In almost all cases, if a case is appealed, it is done after the district court has made its final decision.
In Minnesota the district court judges and referees make family court decisions.
Therefore, “appealing” a family court decision means to request that a court higher than the district court (in this case, the Minnesota Court of Appeals) review the decision.
Appealing a family court decision in Minnesota is difficult for multiple reasons.
- First, there are stringent procedural requirements which must be followed.
- Second, only a small percentage of family court cases get overturned.
The Appeal Process
1. In order to file an appeal, a filing fee must be paid and all of the documents necessary for the appeal must be properly served on the other party and filed with the court.
* Keep in mind that the procedural requirements for the Appellate court are far stricter than district court. Failure to file or serve properly will result in your appeal getting kicked out if the deficiencies are not corrected.
2. After properly filing and serving, parties are typically required to attend appellate mediation. If that mediation fails to resolve the issue, the parties will move to the appellate court.

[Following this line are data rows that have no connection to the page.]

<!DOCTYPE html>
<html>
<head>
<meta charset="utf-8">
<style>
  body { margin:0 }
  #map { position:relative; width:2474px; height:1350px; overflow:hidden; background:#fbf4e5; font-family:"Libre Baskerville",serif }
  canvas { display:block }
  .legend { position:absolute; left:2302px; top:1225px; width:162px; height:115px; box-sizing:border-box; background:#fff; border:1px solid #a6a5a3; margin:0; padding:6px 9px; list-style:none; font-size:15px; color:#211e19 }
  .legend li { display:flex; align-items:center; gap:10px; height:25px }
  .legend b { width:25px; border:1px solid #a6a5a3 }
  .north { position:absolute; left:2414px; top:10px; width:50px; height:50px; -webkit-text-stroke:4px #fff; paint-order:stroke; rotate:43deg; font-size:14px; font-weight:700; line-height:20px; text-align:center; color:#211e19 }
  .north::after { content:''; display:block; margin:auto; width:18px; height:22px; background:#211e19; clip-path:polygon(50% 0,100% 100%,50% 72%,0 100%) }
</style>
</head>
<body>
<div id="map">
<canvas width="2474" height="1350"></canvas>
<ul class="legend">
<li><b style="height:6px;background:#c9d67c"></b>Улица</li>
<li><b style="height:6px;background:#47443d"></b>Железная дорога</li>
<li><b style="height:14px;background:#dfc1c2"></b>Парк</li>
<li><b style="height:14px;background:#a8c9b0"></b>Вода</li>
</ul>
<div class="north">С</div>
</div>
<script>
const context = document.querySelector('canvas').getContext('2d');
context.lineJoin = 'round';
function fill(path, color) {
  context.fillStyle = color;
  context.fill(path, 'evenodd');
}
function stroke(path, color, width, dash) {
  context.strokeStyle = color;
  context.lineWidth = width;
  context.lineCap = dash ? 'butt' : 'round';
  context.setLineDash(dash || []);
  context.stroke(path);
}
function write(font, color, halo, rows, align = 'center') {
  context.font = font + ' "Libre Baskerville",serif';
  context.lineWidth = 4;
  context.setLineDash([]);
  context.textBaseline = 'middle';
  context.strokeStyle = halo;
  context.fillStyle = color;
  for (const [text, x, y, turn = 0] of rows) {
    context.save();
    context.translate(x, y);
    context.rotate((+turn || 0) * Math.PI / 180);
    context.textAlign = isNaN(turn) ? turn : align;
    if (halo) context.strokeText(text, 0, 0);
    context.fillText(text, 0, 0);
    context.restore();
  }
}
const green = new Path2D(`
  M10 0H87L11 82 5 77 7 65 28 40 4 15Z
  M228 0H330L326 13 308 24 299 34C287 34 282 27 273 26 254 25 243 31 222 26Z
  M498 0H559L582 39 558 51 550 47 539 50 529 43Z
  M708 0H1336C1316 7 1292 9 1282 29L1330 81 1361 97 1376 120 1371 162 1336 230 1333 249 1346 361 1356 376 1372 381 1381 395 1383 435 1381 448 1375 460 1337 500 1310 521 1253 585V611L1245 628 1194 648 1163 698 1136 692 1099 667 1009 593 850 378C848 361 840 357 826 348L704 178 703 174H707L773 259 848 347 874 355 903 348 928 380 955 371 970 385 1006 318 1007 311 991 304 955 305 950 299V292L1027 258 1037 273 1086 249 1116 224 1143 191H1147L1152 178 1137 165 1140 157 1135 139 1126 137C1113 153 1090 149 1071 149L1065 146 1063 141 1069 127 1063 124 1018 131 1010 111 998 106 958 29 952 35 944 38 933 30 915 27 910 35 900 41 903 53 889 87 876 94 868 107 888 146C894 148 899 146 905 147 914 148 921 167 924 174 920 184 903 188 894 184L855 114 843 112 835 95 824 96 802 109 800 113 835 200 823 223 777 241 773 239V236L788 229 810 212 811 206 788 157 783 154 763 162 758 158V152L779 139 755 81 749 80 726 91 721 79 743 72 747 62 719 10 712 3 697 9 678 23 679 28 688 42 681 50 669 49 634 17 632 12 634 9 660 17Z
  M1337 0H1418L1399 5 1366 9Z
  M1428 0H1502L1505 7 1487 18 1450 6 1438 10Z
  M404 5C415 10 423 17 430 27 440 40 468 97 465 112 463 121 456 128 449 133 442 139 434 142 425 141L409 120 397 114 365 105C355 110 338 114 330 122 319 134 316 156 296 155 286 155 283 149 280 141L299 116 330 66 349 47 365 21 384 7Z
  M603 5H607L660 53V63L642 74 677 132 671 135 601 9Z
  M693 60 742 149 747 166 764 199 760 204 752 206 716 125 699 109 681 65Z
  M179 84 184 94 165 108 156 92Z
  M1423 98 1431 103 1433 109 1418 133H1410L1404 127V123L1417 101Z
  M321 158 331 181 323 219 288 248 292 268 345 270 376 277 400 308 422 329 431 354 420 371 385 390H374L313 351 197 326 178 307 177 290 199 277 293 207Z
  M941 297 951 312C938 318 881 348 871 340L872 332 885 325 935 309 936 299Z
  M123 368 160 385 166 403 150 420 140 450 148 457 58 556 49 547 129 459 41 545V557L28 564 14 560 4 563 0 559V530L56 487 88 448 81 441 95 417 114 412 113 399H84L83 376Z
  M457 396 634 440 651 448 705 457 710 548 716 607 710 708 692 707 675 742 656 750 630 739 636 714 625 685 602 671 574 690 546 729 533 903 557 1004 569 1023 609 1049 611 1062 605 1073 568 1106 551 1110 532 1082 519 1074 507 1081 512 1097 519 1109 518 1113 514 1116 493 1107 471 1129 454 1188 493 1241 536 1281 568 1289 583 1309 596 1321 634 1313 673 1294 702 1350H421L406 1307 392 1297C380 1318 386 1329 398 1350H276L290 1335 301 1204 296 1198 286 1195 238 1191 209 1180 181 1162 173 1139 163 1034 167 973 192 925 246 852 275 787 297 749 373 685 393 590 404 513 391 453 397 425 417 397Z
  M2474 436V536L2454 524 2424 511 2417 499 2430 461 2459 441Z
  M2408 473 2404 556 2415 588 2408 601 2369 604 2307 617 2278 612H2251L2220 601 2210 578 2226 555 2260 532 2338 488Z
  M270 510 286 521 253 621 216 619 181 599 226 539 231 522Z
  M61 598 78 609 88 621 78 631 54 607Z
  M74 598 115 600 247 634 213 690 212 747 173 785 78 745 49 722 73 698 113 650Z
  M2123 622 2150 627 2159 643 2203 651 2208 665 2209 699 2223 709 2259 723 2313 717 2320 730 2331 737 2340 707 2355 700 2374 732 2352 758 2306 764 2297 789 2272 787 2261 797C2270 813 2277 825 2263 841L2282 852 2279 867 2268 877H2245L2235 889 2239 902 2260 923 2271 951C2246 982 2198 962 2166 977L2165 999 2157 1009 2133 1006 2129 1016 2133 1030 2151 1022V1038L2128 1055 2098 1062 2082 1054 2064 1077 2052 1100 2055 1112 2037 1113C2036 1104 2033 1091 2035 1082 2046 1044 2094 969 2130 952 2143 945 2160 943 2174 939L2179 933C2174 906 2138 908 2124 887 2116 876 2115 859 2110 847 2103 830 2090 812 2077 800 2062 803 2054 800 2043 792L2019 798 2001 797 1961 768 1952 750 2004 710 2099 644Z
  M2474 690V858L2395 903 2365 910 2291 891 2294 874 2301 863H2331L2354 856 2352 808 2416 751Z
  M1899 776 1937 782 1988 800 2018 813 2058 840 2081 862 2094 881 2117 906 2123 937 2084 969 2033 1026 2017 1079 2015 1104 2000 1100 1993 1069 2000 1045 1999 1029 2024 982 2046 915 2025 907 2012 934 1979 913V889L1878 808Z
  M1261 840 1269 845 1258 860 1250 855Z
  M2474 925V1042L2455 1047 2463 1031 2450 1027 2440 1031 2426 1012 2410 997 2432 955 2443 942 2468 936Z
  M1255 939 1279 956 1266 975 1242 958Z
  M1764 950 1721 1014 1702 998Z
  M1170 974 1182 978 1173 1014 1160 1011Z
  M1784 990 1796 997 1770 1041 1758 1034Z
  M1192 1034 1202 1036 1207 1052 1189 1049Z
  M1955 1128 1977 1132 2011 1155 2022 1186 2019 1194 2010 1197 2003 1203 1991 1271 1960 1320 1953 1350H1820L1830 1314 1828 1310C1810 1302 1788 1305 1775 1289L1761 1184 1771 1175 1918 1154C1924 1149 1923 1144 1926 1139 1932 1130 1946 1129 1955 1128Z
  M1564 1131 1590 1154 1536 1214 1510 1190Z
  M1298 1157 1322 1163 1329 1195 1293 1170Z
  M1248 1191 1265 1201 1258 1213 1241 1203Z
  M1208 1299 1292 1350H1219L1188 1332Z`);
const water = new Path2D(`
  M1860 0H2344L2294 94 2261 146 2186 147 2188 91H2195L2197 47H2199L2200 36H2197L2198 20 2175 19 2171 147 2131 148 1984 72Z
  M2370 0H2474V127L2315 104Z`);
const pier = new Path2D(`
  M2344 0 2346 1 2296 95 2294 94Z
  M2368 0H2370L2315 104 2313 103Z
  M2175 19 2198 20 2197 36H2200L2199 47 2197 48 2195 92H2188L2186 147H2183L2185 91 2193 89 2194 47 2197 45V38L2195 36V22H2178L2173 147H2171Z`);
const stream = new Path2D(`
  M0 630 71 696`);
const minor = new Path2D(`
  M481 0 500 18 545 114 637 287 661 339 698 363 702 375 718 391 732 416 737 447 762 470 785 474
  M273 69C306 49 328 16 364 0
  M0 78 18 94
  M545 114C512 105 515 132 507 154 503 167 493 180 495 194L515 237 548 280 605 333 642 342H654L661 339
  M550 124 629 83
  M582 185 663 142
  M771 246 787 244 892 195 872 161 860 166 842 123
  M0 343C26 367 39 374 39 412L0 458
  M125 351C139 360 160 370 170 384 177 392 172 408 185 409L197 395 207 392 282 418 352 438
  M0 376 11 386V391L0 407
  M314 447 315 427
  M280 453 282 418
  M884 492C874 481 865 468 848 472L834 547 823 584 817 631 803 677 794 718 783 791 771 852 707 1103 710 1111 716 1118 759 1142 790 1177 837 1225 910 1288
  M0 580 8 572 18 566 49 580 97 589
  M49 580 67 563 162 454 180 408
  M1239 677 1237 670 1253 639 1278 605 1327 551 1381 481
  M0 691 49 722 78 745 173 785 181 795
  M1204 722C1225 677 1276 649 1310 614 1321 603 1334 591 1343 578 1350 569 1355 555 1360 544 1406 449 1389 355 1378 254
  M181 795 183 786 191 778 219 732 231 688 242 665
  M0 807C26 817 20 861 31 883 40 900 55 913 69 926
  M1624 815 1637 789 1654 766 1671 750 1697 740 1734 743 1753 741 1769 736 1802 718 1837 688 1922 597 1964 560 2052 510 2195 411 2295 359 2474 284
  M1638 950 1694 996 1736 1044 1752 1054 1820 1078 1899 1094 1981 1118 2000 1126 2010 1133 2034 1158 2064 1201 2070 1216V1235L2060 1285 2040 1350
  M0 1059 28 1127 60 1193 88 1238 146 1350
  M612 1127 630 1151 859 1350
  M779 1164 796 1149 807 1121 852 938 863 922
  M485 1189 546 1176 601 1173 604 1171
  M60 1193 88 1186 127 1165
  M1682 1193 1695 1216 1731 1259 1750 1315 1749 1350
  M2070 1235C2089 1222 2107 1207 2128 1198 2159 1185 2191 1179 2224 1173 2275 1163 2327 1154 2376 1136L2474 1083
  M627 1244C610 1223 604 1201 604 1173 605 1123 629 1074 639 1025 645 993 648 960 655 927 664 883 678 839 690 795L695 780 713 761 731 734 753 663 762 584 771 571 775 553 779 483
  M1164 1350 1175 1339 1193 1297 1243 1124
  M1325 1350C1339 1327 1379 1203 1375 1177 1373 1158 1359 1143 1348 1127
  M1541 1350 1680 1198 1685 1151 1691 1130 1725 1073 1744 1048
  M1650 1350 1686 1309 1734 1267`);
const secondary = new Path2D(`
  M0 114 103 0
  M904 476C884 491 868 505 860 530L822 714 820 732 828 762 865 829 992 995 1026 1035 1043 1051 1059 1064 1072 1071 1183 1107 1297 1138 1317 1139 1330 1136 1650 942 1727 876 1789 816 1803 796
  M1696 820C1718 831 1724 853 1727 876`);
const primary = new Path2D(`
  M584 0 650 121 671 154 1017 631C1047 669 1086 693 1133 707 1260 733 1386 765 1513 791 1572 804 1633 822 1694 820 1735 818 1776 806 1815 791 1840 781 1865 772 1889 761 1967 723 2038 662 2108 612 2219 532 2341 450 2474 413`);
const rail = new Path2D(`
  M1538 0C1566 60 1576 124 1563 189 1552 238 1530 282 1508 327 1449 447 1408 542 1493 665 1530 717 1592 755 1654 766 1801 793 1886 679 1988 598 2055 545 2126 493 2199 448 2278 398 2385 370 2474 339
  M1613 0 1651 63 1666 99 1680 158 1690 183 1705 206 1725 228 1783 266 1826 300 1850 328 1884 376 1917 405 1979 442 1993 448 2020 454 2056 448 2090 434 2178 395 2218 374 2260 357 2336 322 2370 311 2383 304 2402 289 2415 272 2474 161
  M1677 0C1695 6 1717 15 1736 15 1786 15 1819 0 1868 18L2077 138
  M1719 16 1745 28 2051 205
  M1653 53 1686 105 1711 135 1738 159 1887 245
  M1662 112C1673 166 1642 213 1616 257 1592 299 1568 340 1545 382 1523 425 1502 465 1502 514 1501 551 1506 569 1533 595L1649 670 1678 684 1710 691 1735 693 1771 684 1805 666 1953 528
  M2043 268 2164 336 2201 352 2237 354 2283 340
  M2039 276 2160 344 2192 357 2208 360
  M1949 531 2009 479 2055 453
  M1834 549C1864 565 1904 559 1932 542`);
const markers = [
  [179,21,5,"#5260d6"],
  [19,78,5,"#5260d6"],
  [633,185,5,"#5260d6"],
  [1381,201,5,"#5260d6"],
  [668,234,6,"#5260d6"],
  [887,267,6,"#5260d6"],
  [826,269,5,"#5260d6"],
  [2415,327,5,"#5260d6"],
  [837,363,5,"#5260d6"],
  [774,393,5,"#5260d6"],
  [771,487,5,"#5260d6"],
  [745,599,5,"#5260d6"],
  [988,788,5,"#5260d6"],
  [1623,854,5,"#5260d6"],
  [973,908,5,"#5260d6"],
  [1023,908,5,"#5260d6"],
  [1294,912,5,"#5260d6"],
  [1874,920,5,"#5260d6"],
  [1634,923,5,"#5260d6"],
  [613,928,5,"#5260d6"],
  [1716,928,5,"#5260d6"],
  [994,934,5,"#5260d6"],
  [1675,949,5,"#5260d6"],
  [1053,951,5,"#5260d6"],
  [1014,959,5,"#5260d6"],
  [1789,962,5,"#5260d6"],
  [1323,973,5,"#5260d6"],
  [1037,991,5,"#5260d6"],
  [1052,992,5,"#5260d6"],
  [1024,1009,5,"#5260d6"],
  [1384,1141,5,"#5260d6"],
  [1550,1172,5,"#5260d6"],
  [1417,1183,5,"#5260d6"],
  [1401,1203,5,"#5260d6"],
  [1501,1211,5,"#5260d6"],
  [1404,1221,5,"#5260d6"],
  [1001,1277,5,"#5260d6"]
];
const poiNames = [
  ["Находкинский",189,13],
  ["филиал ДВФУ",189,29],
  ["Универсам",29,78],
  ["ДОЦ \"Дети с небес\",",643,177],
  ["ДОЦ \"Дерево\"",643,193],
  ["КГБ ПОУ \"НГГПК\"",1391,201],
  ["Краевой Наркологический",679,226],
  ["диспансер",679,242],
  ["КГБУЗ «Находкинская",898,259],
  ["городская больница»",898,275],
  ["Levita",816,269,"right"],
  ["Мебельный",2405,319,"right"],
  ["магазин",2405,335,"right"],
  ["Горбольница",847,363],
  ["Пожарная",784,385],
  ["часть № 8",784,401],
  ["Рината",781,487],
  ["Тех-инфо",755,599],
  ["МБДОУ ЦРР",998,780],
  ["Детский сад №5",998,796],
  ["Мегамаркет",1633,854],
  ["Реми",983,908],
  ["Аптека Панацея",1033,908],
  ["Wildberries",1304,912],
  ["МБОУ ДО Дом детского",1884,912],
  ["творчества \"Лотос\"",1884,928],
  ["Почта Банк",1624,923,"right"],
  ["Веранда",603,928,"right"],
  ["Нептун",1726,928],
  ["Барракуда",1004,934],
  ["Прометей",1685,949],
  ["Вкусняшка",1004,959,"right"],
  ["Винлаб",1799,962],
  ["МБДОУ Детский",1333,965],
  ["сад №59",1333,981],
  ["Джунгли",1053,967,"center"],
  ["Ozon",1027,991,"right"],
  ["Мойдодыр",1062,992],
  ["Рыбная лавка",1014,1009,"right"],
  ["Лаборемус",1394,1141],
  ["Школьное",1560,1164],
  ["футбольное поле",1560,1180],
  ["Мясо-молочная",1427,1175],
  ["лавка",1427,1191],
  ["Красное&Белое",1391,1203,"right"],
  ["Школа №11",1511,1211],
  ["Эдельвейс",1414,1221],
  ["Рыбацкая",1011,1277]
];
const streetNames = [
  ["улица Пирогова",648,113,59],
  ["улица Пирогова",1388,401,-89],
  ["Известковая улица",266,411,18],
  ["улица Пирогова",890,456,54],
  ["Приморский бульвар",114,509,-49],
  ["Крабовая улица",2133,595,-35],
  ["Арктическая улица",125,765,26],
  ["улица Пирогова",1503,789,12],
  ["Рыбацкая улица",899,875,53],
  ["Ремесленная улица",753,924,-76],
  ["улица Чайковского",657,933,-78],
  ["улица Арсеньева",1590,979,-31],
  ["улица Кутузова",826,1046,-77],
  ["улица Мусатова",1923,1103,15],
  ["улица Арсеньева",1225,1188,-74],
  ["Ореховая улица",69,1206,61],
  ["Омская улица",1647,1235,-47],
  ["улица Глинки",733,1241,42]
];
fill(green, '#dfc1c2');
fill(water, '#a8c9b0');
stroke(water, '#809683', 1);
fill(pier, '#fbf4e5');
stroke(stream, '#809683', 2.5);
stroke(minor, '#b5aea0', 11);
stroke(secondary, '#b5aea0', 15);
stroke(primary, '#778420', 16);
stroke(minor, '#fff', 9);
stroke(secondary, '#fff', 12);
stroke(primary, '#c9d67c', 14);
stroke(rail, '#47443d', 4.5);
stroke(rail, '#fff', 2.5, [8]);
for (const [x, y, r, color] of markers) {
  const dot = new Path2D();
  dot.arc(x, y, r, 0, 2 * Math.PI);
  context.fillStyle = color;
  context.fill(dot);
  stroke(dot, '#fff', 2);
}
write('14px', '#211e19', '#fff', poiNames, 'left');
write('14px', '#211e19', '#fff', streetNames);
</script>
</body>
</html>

3. Going to appellate court involves submitting documents that argue the case and finally arguing before a three-panel group of appellate judges.
* Keep in mind that only represented parties are permitted to argue before the judges.
4. After the arguments, the judges will eventually provide the parties with their decision which may either:
a. affirm (uphold) the trial court’s decision,
b. reverse and remand (overrule and send the case back to the trial court), or
c. some combination of both.
If you are considering appealing a family court decision, you will be significantly handicapped if you do so without the assistance of a family law attorney.